Yesterday, I was at an all breed show and there was a lot of shopping:whoo: Dash goes around with me and I had a lot of treat people trying to sell me. I always say sure give him a piece cause it gets me out of 95% of sales. Dash wont eat kibble, fake meat stuff, nor hard biscuits (except the puppy crack). Well yesterday I saw my duck neck man and he had treats he was selling too. Dash went nuts for these immediately (this is after his half cheeseburger for his title too!) After being given a few, he was jumping on the table to get them. They weren't smelly either but Dash loved them and he knew exactly where they were. I brought them home and even pickier Belle (who wont do tricks for just a pat on the head) was nuts. Jumping on me and growling at the Neezers to back up.

This is the company and they are the turkey hearts. They are freeze dried so they break easy into tiny pieces.
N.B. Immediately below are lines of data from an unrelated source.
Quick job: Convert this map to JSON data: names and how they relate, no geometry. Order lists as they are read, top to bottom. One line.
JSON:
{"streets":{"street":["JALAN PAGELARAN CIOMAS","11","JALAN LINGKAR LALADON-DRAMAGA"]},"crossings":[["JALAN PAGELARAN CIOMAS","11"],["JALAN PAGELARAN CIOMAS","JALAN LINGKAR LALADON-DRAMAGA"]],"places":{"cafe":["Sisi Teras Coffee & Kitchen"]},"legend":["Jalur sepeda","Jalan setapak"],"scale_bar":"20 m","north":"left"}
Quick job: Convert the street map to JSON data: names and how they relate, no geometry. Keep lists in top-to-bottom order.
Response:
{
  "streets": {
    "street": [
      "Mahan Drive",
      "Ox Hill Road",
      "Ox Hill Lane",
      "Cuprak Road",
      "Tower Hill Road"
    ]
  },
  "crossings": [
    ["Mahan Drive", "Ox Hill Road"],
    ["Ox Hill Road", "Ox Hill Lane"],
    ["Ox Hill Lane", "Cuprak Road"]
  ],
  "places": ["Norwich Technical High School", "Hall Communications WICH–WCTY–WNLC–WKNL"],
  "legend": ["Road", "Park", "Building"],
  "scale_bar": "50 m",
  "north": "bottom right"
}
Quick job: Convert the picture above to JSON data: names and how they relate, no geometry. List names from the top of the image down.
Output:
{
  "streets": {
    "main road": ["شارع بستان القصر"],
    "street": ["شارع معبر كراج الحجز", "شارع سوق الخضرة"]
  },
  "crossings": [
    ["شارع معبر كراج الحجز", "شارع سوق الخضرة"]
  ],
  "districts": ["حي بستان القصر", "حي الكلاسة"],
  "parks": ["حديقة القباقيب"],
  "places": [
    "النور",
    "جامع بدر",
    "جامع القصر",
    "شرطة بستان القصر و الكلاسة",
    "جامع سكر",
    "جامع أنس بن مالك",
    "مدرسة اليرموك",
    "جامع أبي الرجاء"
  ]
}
http://www.healthypetdiet.com/freeze.shtml


----------



## SMARTY (Apr 19, 2007)

Thanks for the tip, I can't believe there is a shop that carries these products not to far from us. I’ll be over that way later this week and check them out.


----------



## ama0722 (Nov 28, 2006)

Sandi- the guy that sells it is a Cavalier breeder as well. I only ever see him at the one show near me but all my dogs love the duck necks. So twice a year, I buy them. I wish there was a place closer. He also carries raw in tubes and 2 oz sticks.


----------



## SMARTY (Apr 19, 2007)

I'll check out all the products, their store is in Stone Mt. about 17 miles, easy drive. I'm looking forward to it. I wish I could fine something easier than my mixing their food.

Are you giving any supplements? I loaded down with them at the Atlanta shows.


----------



## ama0722 (Nov 28, 2006)

Sandi- I have mixed some into the ground that I made sporadically and sometimes I will add some olive oil as well. For the most part I have been making my own ground for breakfast and then whole at night.


----------



## ama0722 (Nov 28, 2006)

If they were closer, I would probably buy their ground more often. It comes in these little long pieces and they are perfect to put in a sandwich container and thaw out. I bought them the last time but yesterday it was just me and I was only there a day. I did find another place that is carrying a ground and he gave me 3lbs free to try- they mix in chicken, beef, and tripe with the organ meat. If it is any good I will share it


----------